My first thought was to compare it with Salinger’s The Catcher in the Rye. Think instead in terms of how Nick Carraway changed upon meeting the mysterious and dangerous Jay Gatsby.

If you diagram the plots, Hattrup’s book is a reverent retelling of The Great Gatsby for younger readers, only better in some ways. For storytelling, you can’t surpass Fitzgerald’s elegance, but readers of all ages are more likely to have a closer connection with Frannie than they had with Gatsby’s sidekick.

For Our Year in Love and Parties, it took me a couple dozen pages to get past that “Please, Lord” feeling. After all, this is a young-adult romance novel of sorts and I’m 65 years old.

The story mainly follows high school senior Tucker, who has had a crush on college sophomore Erika ever since they worked a summer together at a small amusement center. Their first party together is at summer’s end, when former employees get together for what amounts to a teenager beer blast. They hit it off, but neither Tucker nor Erika want to admit it.
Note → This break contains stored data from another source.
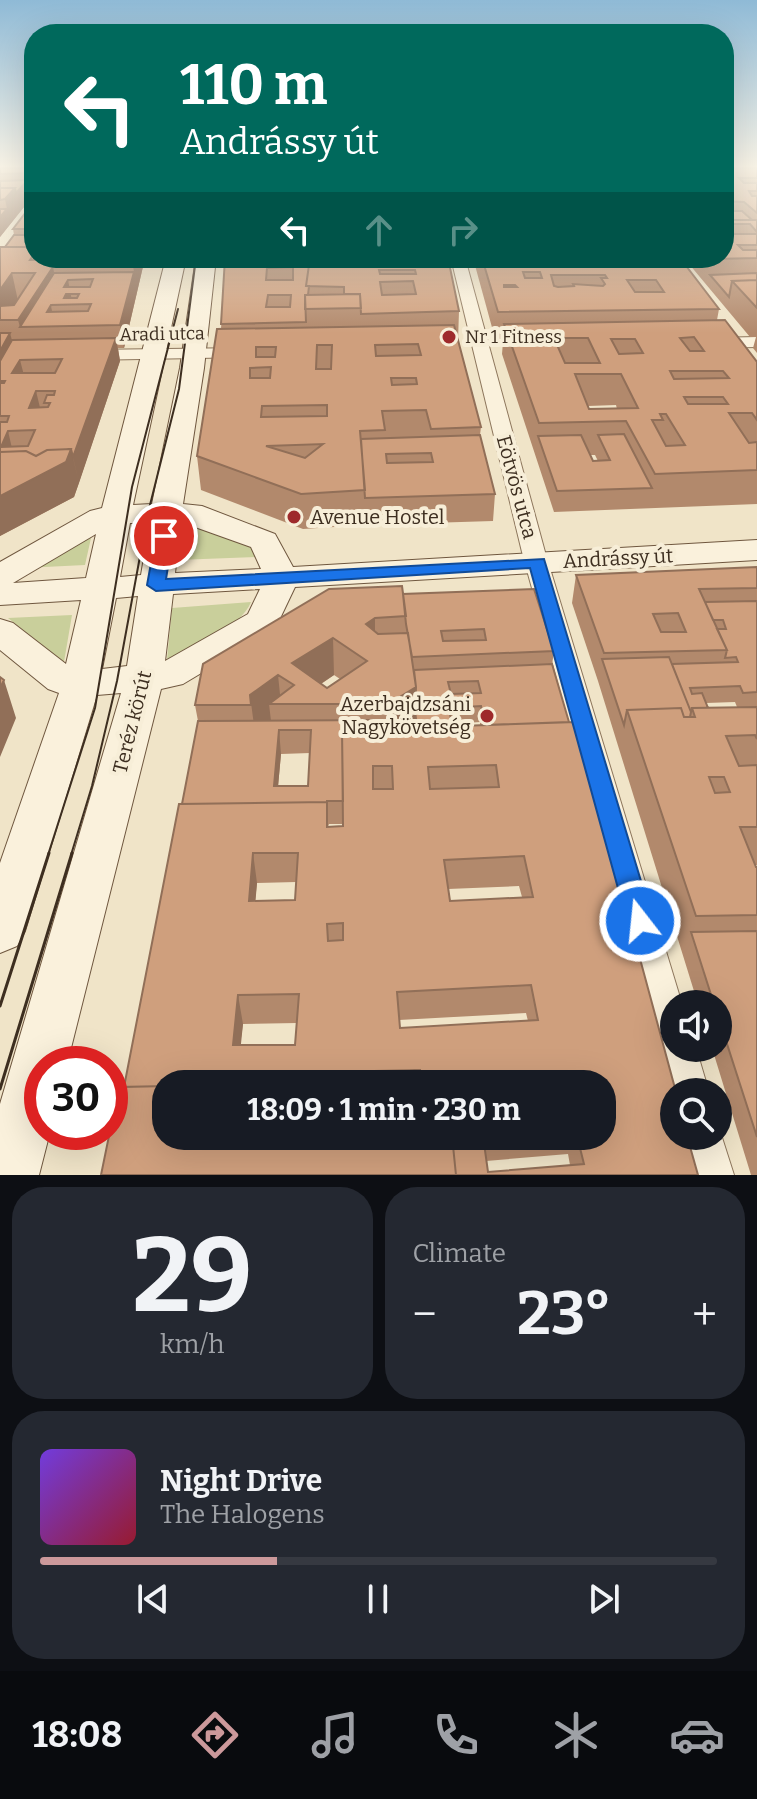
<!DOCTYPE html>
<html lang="en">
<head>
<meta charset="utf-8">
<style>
	:root { --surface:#171b24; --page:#242831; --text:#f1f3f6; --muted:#9ea1a6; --line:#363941; --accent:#cc999b }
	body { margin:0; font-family:Bitter,serif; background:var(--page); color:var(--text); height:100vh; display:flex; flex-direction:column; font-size:30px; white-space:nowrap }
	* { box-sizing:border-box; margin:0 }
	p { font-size:26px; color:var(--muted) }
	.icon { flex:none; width:44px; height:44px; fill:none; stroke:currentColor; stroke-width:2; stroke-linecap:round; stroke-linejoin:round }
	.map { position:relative; height:1175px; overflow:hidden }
	.side { display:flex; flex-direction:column; gap:12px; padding:12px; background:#0d0f14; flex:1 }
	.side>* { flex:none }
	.top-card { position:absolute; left:24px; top:24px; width:710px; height:244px; border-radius:32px; box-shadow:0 8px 32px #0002; background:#00695c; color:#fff; overflow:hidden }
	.controls { position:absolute; left:660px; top:990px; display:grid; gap:16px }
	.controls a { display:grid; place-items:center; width:72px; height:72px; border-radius:50%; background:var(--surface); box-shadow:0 8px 32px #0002; font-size:40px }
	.speed { position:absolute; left:24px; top:1046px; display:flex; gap:16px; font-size:40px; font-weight:700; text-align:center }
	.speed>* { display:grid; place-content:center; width:104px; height:104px; border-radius:50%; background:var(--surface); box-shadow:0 8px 32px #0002; line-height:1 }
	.speed .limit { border:12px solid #d22; background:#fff; color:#111 }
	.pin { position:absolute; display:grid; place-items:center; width:68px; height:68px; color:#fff; margin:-34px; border:4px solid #fff; border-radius:50%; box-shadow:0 2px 8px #0007 }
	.me { position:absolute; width:88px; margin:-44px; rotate:344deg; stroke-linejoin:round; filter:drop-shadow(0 0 6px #0008) }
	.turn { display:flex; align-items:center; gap:28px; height:168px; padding:0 24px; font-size:36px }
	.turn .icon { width:104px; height:104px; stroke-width:2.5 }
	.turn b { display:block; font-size:56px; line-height:68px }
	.lanes { display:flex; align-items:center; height:76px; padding:0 24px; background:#0003; justify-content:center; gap:40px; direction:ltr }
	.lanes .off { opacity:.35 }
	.big { font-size:60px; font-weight:700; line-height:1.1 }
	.side .card { flex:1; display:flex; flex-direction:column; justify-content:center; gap:12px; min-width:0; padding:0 28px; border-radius:32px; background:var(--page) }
	.side .dial { align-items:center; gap:0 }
	.dial b { font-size:104px; line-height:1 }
	.song { display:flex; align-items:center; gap:24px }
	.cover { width:96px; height:96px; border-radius:12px; background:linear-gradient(135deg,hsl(260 70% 55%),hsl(350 70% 35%)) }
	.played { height:8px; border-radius:4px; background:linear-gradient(90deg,var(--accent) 35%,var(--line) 35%) }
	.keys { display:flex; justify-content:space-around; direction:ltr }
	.heat { display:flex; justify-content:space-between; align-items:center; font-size:44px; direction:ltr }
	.side .tiles { flex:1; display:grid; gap:12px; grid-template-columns:1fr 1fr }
	.card:last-child { grid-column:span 2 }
	.trip { position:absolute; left:152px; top:1070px; width:464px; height:80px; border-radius:32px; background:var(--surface); box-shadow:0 8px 32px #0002; font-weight:700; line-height:80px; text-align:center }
	.tab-bar { display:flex; height:128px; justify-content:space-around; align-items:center; background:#090b0e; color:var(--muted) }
	.tab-bar .icon { width:56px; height:56px }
	.tab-bar .active { color:var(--accent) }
	.tab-bar b { font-size:36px; color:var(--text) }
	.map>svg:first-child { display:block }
	.green { fill:#c9cf9b }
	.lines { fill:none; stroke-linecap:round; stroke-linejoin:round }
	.minor-casing { stroke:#8d765c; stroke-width:2 }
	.secondary-casing { stroke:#6f573f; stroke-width:2 }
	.minor { fill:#faf1dc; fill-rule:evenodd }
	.secondary { fill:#faf1dc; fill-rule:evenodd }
	.tram-far1 { stroke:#3d2e20; stroke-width:2 }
	.tram { stroke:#3d2e20; stroke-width:3 }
	.wall { fill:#b2896c; fill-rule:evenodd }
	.shaded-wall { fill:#916f58 }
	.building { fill:#cf9f7d; stroke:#916f58; stroke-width:2; fill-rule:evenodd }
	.route { fill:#1a73e8; stroke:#114b97; stroke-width:2 }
	.poi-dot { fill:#9e2a2b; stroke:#f7eed8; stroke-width:3 }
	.labels { text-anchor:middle; stroke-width:8; stroke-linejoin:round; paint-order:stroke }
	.far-street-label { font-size:18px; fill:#3d2e20; stroke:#f7eed8 }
	.far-poi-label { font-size:18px; fill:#3d2e20; stroke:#f7eed8; text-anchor:start }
	.street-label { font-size:20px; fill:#3d2e20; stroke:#f7eed8 }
	.poi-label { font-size:20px; fill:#3d2e20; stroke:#f7eed8; text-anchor:start }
</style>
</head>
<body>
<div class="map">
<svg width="757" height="1175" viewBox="0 0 757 1175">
	<rect width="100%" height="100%" fill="#f0e4c8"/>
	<path class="green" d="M181,520C203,527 250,532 257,557L177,560Z
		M93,529L85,565L24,568Z
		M251,602C241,627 193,651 167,660L172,608Z
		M72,615L64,662L8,618Z"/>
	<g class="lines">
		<defs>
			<path id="minor" d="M451,258H465L545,552L682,1004H674V1048H696L709,1092H674V1104L522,552Z
				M757,337V347L710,348L702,343L710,338Z
				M246,348L254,353L252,357L86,360L78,355L86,350Z
				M718,1125L734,1175H692L681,1136H718Z"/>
			<path id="secondary" d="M166,258H186L133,505L152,504L180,368L196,258H216L204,368L183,504L202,506L275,534L293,567L757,540V560L295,587L275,629L183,684L161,689L67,1064H42V1132H50L39,1175H0V1104L121,693L97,695L25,931L17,946L0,953V863L59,693L48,689L0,650V619L13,623L66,664L81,600L0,605V562L90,511L102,508ZM181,522L251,547L261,569L175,573ZM130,523H150L141,575L120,577ZM96,534L86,578L13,583ZM260,589L248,614L165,661L173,594ZM138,596L127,666L102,669L116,598Z"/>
		</defs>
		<use href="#minor" class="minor-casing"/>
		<use href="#secondary" class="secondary-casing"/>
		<use href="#minor" class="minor"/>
		<use href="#secondary" class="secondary"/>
		<path class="tram-far1" d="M48,855L95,708L132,487L178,309
			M71,855L92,786L117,681L148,513L179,389L196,258"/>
		<path class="tram" d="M0,1006L49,853
			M0,1089L72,853"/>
	</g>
	<path class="wall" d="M0,168H34V191H30L32,197L0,237Z
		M724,168H757V353L753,348L756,337H750L684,258H724Z
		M33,210H34V258H145L124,348H118L120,361L74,497L0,536V247H5L14,235L13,229L34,212Z
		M225,258H448L459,311L458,341L481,427L480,435L495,494L493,521L365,525L303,529L201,490L197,456L221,329Z
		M473,258H680L719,309L717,320L757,362V504L554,512L502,354L503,342H496ZM504,285H515L516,287L504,286ZM616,405L617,409H589L588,406ZM590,455H595L598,461H593Z
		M757,567V865H755L757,867V1175H751L712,1048H718V1004H698L598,681L572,603L576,575ZM735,702L737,707L708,708L706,703Z
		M403,594L554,651L552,665L698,1175H101L124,1087L182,804L198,721L195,705ZM334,675L340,679L327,688L321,684ZM480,722V725L452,726L451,724ZM310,753L308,786H278L281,754ZM329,824H343V826L328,827ZM296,882L295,900L255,901L257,883ZM519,886L522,897L450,901L448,889ZM526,1013L528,1021L400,1028L399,1020ZM297,1023L295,1045H240L243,1024ZM166,1084H602V1136H166ZM568,1154L570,1165L488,1172L486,1161Z"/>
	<path class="shaded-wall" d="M28,180L32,197L0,237V217L7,209L5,199L15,188Z
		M135,258H145L124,348L120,325L134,272L133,266Z
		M53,267L58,294L51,306L55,326L20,327L18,320Z
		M12,273L18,301L0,320V290Z
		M68,280L72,301L67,304L64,287Z
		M10,333L18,363L5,381H0V351Z
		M116,338L120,361L79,483L73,457Z
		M20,360L26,383L12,373Z
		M36,391L42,416L29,408Z
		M8,431L14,457L1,447Z
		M71,449L79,483L74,497L0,536V496Z
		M375,618V656L366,624Z
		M333,638L334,675L295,701L292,663Z
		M278,675L281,704H269L271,721L255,733L250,695Z
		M4,680L16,718L0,757V688Z
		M416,687L415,725L388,743V704Z
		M279,730L281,754L276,809L274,786Z
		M253,853L257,883L253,930L249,901Z
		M238,995L243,1024L238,1073L233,1045Z"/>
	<path class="building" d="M0,168H34V173L0,174Z
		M724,168H757V178H739L744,183H757V191H749L752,196H757V213L744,202L724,201Z
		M28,180L16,193L15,188H0V181Z
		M0,188H15L5,199L0,200Z
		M0,209H7L0,217Z
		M724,211H742L752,220H724Z
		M26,212H34V229H13Z
		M724,220H757V232L750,224H724Z
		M724,228L729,234H757V245H738L743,250H757V258L713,259L712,258H724Z
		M14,235H34V247H5Z
		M0,247H34V254L30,260L135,258L133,266L53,267L18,320H0V306L14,305L35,273H12L0,290Z
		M225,258H310L306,286H309L308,295H305L306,322L221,324ZM293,267V280H266L267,268ZM268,295H291L290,307H266Z
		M310,258H448L459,311L361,314L360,294H344V287L306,286ZM379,270H415L416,274H380ZM413,281L416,294L382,295L380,282Z
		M482,258H505L548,261L546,258H560L563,266L581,267L577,258H680L719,309L498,312ZM613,260H642L645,265H615ZM523,272H540L542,278H525ZM551,275H605L607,278H601L605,284L603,286L573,284L574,286L558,287L554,286ZM627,280H656L664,292H635ZM504,285H515L517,287H504Z
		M134,272L120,325L20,327L54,273ZM93,279L90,287H64L68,280ZM66,294H79L77,298H64ZM91,304L88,311L47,312L51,305Z
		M757,273V280L732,281L729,297L710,275Z
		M757,280V308L732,281Z
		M360,294L361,308L305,309V295Z
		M725,320L757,362V420L752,413H729L749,443L757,442V470L655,474L626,421L539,423L504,324ZM694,337L704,351H690L680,338ZM554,338H588L600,363H565ZM611,339H635L643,353L619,354ZM670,371H723L729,378L674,379ZM575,374H621L638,408L589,409ZM684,397H723L728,404H688ZM660,414H666L685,445L666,446L652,420H663Z
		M454,325L481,427L431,429L426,410L382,411L385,430L360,431L365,490L301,494L197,456L217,329ZM418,344L421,355L376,356L375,345ZM317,345H332L331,369H316ZM256,347H276L275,357H256ZM271,367L270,378H250V368ZM391,378H416L417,384L392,385ZM327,405V416L261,417L262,406ZM323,444L305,458L266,446Z
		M0,333H10L0,351Z
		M116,338L73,457L71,449L47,450L36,456L26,451L0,452V422H7L9,416H0V383H4L5,381H0V361L12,340ZM62,359L55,373H12L20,360ZM36,391H55L54,395H47L44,403H50L48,407L29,408ZM35,430L28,446L1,447L8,431Z
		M624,434L652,488L557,491L538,436L581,435L593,461L610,460L598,435Z
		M480,435L495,494L365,498L361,439ZM431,453L433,462L387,463L386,454Z
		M71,449L66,462L0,496V452L26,451L36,456L47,450Z
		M757,567V588L699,589L727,650L604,653L576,575ZM678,613L686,632H661L653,614Z
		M402,586L406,616L375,618L366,624L378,634L408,633L416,687L388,704H269L294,685L278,675L250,695L251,705H195L203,664L329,589ZM333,638L367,661L327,688L292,663Z
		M534,589L554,651L412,657L406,624L403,594ZM484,629L486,640L443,641L441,631Z
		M757,601V692L743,693L740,686L690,688L692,694L702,693L708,708H692L691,712L672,664L738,662L736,657L725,658L727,650L717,629H726L723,620H713L705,602Z
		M669,657L691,712L690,717H684L681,708L627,710L624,725L602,659Z
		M552,664L569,722L485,725L481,706L449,708L452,726L417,728L415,710L416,687L414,670ZM478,681L481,693L451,694L448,682Z
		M0,677L4,680L0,688Z
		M757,707V739L755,735L726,736L739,766L757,765V827H740L756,867H757V915L696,916L627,710L681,708L684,717H695L692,708ZM709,777H724L730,792L715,793Z
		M378,720V729L342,730L343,801H327V808V802L182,804L198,721ZM279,730H311L308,786H274Z
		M576,722L676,1092H674V1136H687L698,1175H456L452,1136H483L488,1172L584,1164L577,1136H602V1084H446L445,1077L421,1078L420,1070L375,1071V1081L319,1084H166V1086L124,1087L179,804L327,802V827L343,826L342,730ZM496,765L499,787L430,789L428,767ZM373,766H392L393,789H373ZM253,853H298L295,900L249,901ZM524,856L533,897L450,901L444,860ZM343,923V940L328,941L327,924ZM531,985L538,1020L400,1028L397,992ZM299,994L295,1045H233L238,995Z
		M757,931V1137L718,1016V1004H714L691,932Z
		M420,1070L421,1084H375V1071Z
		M166,1086V1136H452L456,1175H101L119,1087Z"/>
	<linearGradient id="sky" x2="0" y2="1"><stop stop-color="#8fbad6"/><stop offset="0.5" stop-color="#f8f3e6"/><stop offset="1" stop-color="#f8f3e6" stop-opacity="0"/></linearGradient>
	<rect width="757" height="333" fill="url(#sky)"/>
	<path class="route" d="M164,531L173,536L166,579L544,559L653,921L650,929L640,932L631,929L627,921L530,568L156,591L147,585L156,536Z"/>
	<g class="poi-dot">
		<circle cx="449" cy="337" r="8"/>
		<circle cx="294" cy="517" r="8"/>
		<circle cx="487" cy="716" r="8"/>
	</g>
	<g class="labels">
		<g class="far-street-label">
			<text transform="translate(162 334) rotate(-1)" y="6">Aradi utca</text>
		</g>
		<g class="far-poi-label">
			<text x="465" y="343">Nr 1 Fitness</text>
		</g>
		<g class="street-label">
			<text transform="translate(517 487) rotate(75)" y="7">Eötvös utca</text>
			<text transform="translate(618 558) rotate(-3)" y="7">Andrássy út</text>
			<text transform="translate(132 722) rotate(-76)" y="7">Teréz körút</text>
		</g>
		<g class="poi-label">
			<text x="310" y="524">Avenue Hostel</text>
			<text x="471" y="711" text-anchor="end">Azerbajdzsáni<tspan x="471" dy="23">Nagykövetség</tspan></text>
		</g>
	</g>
</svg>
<div class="controls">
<a><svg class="icon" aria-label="sound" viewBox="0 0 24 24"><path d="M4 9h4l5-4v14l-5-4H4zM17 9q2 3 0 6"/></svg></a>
<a><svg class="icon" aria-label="search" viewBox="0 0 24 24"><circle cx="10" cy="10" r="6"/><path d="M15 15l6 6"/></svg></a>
</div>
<div class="speed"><div class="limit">30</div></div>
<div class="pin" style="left:164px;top:536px;background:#d93025"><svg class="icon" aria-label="arrive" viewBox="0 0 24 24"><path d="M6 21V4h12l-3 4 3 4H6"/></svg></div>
<svg class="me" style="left:640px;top:921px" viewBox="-20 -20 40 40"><circle r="17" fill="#1a73e8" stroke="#fff" stroke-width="3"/><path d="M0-11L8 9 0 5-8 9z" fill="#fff"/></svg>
<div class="trip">18:09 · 1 min · 230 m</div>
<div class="top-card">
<div class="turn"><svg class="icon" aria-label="left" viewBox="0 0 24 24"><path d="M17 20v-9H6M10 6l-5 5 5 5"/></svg><div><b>110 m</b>Andrássy út</div></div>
<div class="lanes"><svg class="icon" aria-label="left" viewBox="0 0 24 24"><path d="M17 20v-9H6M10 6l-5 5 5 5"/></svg><svg class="icon off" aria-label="ahead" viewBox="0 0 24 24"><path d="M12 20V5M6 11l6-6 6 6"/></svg><svg class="icon off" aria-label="right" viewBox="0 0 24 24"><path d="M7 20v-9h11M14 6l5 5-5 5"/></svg></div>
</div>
</div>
<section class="side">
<div class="tiles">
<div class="card dial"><b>29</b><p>km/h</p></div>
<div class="card"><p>Climate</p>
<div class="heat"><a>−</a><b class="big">23°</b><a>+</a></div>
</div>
<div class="card">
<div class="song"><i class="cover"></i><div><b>Night Drive</b><p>The Halogens</p></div></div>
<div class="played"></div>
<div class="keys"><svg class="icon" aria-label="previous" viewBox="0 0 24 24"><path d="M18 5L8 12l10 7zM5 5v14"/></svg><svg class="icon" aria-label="pause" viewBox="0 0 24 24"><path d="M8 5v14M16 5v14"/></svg><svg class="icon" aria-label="next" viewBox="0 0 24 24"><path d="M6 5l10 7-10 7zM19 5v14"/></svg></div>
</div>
</div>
</section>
<nav class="tab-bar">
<b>18:08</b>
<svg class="icon active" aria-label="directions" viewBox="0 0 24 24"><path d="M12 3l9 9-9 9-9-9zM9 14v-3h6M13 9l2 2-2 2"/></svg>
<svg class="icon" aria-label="music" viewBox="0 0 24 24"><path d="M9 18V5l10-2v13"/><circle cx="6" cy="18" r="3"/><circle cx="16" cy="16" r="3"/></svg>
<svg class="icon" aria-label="phone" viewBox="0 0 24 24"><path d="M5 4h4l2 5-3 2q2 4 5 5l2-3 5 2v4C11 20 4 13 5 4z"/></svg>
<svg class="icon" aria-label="climate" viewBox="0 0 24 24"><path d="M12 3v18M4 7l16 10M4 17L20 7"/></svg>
<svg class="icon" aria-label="car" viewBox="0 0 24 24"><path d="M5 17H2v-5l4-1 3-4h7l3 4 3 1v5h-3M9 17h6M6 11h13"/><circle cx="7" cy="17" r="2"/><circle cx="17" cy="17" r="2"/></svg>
</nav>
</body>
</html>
After he overhears Erika describing him as a puppy dog, Tucker gets too drunk and Erika writes him off as an immature boy.

Three more parties follow — when she’s home for Christmas, when he visits her on campus for a weekend and when she shows up at Tucker’s grandmother’s house after his father dies.

The author understands that relationships are less complicated when viewed from afar. We know these two characters clearly belong together but each is incapable of seeing the straight line to get there. He drinks, she lies, he withdraws, she cheats, he gives up, she disappears.

If you need a plot doppelgänger for this book, I suppose you could drop a road flare near those Meg Ryan happy-enders from 30 years ago. The reason this book prevails for me is that Hattrup’s characters aren’t comedians. Erika has done bad, bad things that she can’t escape. Tucker — with a dying father and an injured shoulder that won’t heal in time for baseball season — is just plain wounded and uncertain.

One nugget included for American lit grads is the quiet appearance of a T.S. Eliot book, open to “The Love Song of J. Alfred Prufrock.” You don’t have to know the key stanza — “In a minute, there is time for decisions and revisions which a minute will reverse” — to understand this book, but it helps.

Ah, so many decisions and revisions. One comes after the college party where Tucker is rehearsing a declaration to Erika, with the line that should change everything: “Every night we’ve spent together this year is a night that I wished would never end. I want more of them if you want them too.”

Erika has left the room. Tucker idly checks her Instagram page to see photos of them together on their way to the party, but he also sees photos of her smiling a bit too much with a male college classmate.

And Hattrup writes this: “Tucker went back to the photos of himself and Erika on the boat, and suddenly felt like a little kid. With a very deep breath and conscious effort, Tucker closed out of Instagram. He looked at the time, counting the minutes since Erika had been gone, and now it seemed like a mistake that he was sitting here.”

We ache for Tucker because we recognize ourselves there. Our best thoughts allow us to soar, to imagine great things for ourselves and others. But our doubts — in Prufrock terms, mermaids’ voices — wake us and we drown.

As with Frannie and Tru, the author has created characters that walk on familiar turf. These people leave deep footprints.


Ken Bradford is a freelance writer and former reporter and editor at the South Bend Tribune.